CBA lost backup tapes with 20m customers' details

The Commonwealth Bank has admitted a supplier lost two magnetic tapes in 2016 containing backup data on almost 20 million customers.

The loss, which was first reported by BuzzFeed News, is one of Australia’s largest ever privacy lapses.

The bank said in a statement that the tapes “contained customer names, addresses, account numbers and transaction details from 2000 to early 2016”.

“The tapes did not contain passwords, PINs or other data which could be used to enable account fraud,” it said.

BuzzFeed reported that the tapes were lost by subcontractor Fuji Xerox, which was decommissioning a data storage centre containing the tapes.

The tapes were meant to be destroyed; however, the bank admitted it had been “unable to confirm the scheduled destruction” and ordered a forensic investigation by KPMG.

“KPMG determined the most likely scenario was the tapes had been disposed of,” the bank said, however BuzzFeed noted to this day they had still not been found.

CBA said it put in place “monitoring mechanisms” on 19.8 million customer account following the incident, and said that it had seen “no evidence of customer harm or suspicious account activity” that it could link to the data loss over the past two years.

“Ongoing monitoring of the 19.8 million customer accounts involved remains in place as a precaution,” it said.

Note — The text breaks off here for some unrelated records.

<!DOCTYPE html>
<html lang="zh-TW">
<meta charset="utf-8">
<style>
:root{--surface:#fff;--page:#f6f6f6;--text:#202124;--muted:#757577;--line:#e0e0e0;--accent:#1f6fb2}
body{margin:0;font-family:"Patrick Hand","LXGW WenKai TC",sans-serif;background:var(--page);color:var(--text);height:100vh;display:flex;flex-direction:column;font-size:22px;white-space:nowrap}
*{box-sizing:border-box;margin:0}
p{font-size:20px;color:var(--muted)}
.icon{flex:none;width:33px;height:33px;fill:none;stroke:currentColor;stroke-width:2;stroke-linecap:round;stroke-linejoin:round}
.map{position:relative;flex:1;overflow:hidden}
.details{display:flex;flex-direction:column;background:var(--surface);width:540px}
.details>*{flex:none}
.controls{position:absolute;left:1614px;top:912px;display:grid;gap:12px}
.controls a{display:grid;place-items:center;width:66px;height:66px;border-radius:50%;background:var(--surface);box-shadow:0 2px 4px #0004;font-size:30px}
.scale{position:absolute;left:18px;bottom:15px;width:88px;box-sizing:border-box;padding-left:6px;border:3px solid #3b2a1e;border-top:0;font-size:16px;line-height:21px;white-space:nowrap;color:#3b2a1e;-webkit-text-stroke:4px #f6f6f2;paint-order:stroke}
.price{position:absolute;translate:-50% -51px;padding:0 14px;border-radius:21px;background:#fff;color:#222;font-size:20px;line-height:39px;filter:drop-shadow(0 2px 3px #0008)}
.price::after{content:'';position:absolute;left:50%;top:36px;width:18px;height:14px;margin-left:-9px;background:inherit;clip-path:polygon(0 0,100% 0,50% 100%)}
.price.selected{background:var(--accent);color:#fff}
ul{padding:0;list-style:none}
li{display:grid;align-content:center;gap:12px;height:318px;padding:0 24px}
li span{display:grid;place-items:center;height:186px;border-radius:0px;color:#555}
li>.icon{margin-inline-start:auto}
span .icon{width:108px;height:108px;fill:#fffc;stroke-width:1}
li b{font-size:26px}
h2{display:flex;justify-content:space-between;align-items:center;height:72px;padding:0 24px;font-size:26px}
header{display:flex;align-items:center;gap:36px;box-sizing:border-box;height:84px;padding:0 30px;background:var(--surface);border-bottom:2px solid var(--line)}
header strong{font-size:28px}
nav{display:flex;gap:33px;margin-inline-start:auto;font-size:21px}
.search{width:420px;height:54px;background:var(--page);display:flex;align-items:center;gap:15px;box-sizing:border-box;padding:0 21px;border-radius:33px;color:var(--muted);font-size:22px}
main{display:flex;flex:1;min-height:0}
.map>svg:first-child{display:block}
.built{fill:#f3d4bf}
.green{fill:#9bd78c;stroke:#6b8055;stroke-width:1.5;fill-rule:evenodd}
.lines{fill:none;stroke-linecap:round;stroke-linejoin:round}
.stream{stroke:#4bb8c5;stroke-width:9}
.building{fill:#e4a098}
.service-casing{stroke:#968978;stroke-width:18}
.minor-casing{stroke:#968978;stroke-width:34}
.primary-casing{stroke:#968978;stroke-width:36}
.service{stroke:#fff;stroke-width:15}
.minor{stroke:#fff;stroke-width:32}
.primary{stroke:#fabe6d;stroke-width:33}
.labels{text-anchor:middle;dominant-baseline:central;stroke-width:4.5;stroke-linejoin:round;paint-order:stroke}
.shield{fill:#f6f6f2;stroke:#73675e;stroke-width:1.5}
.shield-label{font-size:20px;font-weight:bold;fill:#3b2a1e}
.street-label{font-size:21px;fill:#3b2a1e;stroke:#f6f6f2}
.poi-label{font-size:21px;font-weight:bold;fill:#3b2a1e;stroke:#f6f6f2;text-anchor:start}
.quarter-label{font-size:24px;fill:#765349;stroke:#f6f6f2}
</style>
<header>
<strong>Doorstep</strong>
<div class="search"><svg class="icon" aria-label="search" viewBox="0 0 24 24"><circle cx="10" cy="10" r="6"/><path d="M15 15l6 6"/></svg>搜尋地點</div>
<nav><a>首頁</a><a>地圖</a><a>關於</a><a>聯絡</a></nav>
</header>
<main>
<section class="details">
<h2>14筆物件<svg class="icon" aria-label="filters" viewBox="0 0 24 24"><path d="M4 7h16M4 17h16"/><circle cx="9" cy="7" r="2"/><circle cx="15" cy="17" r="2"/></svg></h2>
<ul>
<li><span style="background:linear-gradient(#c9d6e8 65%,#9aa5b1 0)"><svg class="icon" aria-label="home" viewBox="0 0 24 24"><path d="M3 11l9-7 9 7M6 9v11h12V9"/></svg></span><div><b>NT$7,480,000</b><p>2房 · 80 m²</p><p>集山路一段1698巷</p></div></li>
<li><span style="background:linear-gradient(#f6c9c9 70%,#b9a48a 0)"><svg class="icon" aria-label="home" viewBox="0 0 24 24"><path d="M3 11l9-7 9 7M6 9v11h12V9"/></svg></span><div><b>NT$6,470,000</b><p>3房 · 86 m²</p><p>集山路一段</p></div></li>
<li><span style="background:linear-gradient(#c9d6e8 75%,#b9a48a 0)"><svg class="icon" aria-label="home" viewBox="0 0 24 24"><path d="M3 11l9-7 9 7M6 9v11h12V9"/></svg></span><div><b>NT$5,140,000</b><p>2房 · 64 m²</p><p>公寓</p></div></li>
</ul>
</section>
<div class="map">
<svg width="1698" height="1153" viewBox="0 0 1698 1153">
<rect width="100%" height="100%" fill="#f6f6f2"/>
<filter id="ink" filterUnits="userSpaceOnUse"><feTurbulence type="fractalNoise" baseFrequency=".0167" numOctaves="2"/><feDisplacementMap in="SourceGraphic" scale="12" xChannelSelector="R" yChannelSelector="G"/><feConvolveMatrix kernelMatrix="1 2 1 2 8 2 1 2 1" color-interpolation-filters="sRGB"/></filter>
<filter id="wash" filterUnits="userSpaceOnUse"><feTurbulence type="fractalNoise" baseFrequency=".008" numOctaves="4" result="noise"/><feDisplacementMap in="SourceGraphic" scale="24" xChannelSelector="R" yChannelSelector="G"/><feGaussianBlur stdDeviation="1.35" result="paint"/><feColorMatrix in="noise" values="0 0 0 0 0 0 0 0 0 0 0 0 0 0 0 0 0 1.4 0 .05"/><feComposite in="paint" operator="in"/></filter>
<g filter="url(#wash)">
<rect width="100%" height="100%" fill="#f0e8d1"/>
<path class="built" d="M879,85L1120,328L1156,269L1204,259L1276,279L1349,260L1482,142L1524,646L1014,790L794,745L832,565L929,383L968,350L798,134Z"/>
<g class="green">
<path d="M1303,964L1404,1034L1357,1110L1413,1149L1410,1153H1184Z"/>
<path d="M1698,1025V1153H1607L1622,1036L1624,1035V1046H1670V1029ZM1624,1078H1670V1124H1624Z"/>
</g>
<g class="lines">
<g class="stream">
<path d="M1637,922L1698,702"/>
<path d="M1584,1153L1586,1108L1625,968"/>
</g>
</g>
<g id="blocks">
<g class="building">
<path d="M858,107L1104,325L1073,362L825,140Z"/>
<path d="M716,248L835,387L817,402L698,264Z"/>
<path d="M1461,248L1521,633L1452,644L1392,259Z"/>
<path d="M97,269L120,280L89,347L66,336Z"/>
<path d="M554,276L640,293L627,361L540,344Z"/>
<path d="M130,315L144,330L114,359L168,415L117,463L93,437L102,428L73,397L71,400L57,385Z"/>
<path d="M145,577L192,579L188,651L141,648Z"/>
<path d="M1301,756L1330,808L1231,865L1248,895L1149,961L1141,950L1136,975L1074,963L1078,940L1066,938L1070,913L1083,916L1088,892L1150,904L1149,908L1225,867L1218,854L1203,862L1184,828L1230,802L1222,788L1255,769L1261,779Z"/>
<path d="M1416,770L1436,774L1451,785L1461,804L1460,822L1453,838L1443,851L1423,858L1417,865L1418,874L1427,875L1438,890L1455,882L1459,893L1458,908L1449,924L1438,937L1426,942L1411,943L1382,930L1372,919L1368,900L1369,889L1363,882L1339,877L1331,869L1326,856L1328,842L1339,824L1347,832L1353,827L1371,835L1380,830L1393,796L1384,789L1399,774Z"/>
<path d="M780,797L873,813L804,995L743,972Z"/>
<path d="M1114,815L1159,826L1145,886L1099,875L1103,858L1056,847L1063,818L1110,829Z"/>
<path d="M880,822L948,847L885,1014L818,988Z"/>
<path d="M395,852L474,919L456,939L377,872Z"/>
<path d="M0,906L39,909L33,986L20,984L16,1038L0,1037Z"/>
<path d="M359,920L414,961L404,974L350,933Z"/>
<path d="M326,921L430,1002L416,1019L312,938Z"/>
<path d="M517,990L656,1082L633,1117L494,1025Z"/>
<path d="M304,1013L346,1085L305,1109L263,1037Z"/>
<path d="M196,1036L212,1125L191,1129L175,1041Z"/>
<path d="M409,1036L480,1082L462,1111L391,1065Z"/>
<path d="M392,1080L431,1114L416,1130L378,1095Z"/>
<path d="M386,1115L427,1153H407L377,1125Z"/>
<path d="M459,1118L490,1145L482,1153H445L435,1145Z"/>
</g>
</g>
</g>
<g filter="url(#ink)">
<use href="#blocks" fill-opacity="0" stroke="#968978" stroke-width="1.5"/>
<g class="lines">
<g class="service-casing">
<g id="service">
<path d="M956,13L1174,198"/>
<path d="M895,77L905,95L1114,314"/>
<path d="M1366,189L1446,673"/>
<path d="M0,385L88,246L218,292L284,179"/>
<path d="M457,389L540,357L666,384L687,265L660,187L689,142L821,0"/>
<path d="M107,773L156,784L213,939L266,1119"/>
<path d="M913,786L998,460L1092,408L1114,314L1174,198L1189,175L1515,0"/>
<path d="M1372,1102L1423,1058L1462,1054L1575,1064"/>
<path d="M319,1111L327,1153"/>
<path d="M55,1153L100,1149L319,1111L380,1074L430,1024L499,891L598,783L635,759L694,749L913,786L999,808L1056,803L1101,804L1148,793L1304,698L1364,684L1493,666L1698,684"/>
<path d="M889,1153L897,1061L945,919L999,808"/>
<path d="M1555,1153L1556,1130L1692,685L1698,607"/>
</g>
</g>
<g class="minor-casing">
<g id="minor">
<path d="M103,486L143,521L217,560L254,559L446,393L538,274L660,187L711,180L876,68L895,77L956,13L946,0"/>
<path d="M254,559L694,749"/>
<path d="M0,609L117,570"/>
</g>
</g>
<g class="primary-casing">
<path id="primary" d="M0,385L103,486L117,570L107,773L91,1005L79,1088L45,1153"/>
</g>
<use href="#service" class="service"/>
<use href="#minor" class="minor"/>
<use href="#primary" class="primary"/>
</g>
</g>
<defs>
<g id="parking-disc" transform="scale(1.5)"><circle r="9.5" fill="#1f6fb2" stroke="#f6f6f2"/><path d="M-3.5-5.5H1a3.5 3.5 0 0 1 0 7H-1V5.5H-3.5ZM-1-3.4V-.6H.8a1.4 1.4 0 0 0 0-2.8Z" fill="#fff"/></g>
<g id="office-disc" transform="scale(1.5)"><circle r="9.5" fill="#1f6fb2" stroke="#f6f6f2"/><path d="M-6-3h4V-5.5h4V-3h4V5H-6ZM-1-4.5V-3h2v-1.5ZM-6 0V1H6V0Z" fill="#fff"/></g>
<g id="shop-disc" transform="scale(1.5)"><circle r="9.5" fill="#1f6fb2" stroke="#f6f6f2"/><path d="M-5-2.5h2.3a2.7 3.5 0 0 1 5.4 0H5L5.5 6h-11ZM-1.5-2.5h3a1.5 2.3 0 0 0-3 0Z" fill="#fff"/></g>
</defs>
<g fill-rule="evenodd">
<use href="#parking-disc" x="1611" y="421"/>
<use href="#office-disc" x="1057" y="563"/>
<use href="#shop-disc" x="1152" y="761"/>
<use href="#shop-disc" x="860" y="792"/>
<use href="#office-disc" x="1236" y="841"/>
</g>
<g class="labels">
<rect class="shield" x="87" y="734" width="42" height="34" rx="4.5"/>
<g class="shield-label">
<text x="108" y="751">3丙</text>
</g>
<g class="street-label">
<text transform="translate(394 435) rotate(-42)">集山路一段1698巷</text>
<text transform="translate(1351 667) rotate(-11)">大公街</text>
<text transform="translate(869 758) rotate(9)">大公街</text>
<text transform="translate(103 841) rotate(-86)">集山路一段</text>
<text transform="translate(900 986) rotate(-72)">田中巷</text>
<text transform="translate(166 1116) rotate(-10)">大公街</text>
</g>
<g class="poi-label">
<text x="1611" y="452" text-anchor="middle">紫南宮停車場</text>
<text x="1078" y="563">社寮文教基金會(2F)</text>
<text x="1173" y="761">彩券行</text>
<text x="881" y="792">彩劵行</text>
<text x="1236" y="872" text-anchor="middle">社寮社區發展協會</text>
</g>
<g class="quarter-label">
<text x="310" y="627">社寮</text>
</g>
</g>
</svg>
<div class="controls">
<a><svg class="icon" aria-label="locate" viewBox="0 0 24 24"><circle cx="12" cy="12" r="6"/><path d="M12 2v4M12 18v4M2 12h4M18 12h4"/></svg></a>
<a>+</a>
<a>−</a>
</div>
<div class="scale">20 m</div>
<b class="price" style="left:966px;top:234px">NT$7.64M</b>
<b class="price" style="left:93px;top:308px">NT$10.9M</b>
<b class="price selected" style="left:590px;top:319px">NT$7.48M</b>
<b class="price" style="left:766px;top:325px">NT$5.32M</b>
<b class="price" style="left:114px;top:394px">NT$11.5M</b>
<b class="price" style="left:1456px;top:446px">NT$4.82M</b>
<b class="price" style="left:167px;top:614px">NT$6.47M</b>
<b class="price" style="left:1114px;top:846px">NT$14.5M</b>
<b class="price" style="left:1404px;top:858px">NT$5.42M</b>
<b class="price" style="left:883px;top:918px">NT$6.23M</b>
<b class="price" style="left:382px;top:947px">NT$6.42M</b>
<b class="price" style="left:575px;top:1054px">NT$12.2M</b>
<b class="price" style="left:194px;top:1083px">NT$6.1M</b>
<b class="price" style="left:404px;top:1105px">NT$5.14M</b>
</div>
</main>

CBA said it notified both the Office of the Australian Information Commissioner and the Australian Prudential Regulation Authority (APRA) of the incident.

However, the bank ultimately decided not to inform its customers about the massive data loss.

“The decision not to notify customers was made in light of the investigations findings and the account monitoring in place,” it said.

Acting group executive for retail banking services Angus Sullivan defended the decision not to notify customers.

“We concluded, given the results of the investigation, that we would not alert customers,” he said.

“We discussed this course of action with the OAIC who subsequently advised that it did not intend to take any further action in relation to the matter.

“We have however been contacted by the OAIC this week for additional information about this matter and the actions CBA undertook in 2016.”

The OAIC said in statement that it had decided to make "further inquiries in relation to this matter" after reading APRA's report into CBA culture, which was released earlier this week.

The report highlighted systemic issues with the treatment of IT-related risk, as well as IT's lack of voice in executive forums at the bank.

"[We have] sought information from the CBA to satisfy the OAIC that the CBA has taken on board lessons learned from this incident, to ensure the privacy of customer’s personal information is adequately protected," the office said.

Incidents involving the loss of backup tapes have previously occurred to large companies overseas, particularly as the tapes have been in-transit.

Malaysian Bank CIMB lost several magnetic tapes containing "customer information" at the end of last year.

In 2005, the Bank of America lost several tape drives as they were moved between facilities, affecting about 1.2 million US federal employees.

The same year, Time Warner lost a container of 40 tapes "containing sensitive data, including the names and social security numbers of about 600,000 people", while a division of Citigroup also lost tapes affecting some 3.9 million customers.